■ WHAT TO WORK ON
The entries below contain a stretch that opens with the line containing "2v4M12 18v4M2 12h4M18" and closes with the line containing "6 2 6-2v14l-6"; set down that stretch exactly, both ends included, and nothing else.

START GIVEN ENTRIES

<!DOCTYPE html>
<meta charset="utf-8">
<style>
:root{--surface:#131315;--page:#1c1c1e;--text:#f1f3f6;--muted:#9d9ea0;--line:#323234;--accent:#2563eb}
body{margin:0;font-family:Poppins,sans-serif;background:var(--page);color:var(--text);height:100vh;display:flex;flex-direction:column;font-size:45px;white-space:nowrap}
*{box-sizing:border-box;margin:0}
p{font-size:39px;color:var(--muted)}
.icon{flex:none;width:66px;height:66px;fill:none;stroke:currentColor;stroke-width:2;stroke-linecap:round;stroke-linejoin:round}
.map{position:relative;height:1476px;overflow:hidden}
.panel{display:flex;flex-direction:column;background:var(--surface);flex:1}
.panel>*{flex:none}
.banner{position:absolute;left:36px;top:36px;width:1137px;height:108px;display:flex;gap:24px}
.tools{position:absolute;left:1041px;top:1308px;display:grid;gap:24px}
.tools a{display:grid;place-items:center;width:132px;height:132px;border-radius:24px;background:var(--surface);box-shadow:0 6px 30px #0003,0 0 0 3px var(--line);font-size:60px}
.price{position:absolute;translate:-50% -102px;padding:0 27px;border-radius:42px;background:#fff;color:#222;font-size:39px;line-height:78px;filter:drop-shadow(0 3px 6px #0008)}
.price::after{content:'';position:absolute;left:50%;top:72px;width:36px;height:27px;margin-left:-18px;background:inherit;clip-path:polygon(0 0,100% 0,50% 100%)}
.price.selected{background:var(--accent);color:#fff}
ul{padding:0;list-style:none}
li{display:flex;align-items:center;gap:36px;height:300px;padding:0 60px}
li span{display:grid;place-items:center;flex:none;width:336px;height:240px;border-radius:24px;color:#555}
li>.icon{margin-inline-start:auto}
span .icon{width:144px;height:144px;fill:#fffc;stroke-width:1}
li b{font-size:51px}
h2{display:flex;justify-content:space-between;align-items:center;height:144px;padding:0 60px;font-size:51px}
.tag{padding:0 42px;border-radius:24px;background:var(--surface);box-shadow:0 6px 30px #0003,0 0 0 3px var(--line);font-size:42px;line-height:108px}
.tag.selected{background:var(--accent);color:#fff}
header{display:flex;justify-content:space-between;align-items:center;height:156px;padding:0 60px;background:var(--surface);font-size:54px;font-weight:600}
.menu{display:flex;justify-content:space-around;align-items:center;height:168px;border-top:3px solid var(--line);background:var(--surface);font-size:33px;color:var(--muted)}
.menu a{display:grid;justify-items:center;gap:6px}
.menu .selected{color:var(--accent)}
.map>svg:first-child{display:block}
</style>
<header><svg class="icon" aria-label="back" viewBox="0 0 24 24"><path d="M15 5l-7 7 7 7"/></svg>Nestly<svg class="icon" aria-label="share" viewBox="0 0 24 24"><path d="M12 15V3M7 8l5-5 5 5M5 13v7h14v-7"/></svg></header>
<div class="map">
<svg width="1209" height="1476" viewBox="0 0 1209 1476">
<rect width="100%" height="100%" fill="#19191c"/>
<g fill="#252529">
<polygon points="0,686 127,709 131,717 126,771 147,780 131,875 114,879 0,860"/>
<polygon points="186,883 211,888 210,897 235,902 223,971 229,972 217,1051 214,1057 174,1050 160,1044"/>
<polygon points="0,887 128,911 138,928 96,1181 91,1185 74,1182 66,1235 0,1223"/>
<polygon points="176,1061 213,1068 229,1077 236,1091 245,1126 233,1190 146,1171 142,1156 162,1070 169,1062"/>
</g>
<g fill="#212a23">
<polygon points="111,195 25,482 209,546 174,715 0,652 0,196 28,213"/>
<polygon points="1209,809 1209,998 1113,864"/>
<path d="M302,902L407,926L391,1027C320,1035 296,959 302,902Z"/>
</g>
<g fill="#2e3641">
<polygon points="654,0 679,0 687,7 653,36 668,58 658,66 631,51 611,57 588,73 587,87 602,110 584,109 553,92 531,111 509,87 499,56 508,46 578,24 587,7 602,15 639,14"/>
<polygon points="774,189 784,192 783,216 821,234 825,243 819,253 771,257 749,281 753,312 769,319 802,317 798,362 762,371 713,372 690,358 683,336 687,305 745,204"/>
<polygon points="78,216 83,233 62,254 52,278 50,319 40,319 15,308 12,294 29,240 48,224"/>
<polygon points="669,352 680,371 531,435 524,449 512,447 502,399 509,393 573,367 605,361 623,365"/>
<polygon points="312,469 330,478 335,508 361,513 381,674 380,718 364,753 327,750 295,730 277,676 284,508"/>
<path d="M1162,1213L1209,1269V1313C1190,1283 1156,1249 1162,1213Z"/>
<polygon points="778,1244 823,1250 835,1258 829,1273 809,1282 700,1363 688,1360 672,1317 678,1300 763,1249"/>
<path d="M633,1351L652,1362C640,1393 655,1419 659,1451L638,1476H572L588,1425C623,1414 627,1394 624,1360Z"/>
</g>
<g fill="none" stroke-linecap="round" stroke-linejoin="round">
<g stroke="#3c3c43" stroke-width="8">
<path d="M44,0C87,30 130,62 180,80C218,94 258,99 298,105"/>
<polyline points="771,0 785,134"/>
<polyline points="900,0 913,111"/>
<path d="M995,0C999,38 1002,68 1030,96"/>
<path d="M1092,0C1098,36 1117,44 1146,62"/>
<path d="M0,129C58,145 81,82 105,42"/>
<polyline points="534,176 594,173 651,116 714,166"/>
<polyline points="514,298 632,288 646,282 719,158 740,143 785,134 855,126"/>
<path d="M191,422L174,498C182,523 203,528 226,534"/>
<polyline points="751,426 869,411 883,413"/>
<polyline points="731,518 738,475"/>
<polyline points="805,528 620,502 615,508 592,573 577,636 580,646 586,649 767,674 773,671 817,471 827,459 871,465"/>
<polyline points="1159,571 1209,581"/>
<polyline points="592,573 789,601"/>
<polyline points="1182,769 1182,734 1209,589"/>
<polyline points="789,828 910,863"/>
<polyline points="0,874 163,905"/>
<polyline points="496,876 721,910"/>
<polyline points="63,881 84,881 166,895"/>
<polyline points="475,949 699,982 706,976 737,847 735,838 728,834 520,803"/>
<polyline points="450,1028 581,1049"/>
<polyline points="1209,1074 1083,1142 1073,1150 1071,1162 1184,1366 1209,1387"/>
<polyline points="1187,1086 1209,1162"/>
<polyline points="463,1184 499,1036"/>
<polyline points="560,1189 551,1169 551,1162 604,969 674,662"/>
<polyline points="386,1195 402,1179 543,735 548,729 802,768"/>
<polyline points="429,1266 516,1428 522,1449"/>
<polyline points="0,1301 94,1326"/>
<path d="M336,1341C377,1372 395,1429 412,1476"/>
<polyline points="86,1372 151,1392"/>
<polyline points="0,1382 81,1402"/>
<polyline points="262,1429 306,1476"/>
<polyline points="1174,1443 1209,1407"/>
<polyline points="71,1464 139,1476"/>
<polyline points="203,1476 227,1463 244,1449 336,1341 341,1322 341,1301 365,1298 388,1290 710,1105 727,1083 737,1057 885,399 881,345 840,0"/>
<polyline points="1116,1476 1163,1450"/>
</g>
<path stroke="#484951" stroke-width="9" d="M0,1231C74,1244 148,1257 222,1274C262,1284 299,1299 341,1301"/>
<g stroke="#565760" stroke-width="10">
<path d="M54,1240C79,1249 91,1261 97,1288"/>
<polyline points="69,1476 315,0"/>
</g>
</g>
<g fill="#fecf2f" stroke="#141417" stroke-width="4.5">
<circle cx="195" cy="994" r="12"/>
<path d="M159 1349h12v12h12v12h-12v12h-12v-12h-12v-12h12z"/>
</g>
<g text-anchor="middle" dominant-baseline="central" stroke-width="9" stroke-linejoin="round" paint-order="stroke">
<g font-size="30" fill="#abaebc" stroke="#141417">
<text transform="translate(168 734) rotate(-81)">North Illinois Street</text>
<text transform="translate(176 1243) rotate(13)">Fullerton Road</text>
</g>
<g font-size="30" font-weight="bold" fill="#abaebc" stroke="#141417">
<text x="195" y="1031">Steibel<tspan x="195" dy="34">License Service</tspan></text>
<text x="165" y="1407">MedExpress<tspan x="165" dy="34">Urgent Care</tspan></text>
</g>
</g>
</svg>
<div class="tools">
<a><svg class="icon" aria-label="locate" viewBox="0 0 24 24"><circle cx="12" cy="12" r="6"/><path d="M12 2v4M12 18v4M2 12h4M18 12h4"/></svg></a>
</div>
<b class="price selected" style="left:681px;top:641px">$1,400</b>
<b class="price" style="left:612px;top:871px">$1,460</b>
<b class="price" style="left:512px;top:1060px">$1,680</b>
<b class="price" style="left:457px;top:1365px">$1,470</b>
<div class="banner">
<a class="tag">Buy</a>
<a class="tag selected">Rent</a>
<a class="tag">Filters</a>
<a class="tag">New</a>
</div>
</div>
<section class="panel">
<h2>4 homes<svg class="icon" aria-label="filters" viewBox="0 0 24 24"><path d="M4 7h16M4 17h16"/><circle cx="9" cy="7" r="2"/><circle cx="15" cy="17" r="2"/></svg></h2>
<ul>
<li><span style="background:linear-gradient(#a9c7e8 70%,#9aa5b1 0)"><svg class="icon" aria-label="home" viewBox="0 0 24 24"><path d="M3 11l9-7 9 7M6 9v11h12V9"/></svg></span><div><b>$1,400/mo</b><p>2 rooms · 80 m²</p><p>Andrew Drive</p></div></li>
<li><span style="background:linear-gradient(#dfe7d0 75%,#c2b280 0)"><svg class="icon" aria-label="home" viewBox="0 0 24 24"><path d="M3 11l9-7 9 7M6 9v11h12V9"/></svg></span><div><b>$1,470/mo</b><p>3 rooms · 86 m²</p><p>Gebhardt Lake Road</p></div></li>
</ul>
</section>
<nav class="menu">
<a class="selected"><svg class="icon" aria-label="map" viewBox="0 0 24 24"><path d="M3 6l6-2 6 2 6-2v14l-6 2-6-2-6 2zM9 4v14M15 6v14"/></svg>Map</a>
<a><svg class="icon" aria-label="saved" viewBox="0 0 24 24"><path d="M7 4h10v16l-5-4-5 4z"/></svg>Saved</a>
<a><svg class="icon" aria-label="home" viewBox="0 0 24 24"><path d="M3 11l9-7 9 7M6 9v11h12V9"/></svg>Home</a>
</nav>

END GIVEN ENTRIES

■ EXERCISE RESULT
<a><svg class="icon" aria-label="locate" viewBox="0 0 24 24"><circle cx="12" cy="12" r="6"/><path d="M12 2v4M12 18v4M2 12h4M18 12h4"/></svg></a>
</div>
<b class="price selected" style="left:681px;top:641px">$1,400</b>
<b class="price" style="left:612px;top:871px">$1,460</b>
<b class="price" style="left:512px;top:1060px">$1,680</b>
<b class="price" style="left:457px;top:1365px">$1,470</b>
<div class="banner">
<a class="tag">Buy</a>
<a class="tag selected">Rent</a>
<a class="tag">Filters</a>
<a class="tag">New</a>
</div>
</div>
<section class="panel">
<h2>4 homes<svg class="icon" aria-label="filters" viewBox="0 0 24 24"><path d="M4 7h16M4 17h16"/><circle cx="9" cy="7" r="2"/><circle cx="15" cy="17" r="2"/></svg></h2>
<ul>
<li><span style="background:linear-gradient(#a9c7e8 70%,#9aa5b1 0)"><svg class="icon" aria-label="home" viewBox="0 0 24 24"><path d="M3 11l9-7 9 7M6 9v11h12V9"/></svg></span><div><b>$1,400/mo</b><p>2 rooms · 80 m²</p><p>Andrew Drive</p></div></li>
<li><span style="background:linear-gradient(#dfe7d0 75%,#c2b280 0)"><svg class="icon" aria-label="home" viewBox="0 0 24 24"><path d="M3 11l9-7 9 7M6 9v11h12V9"/></svg></span><div><b>$1,470/mo</b><p>3 rooms · 86 m²</p><p>Gebhardt Lake Road</p></div></li>
</ul>
</section>
<nav class="menu">
<a class="selected"><svg class="icon" aria-label="map" viewBox="0 0 24 24"><path d="M3 6l6-2 6 2 6-2v14l-6 2-6-2-6 2zM9 4v14M15 6v14"/></svg>Map</a>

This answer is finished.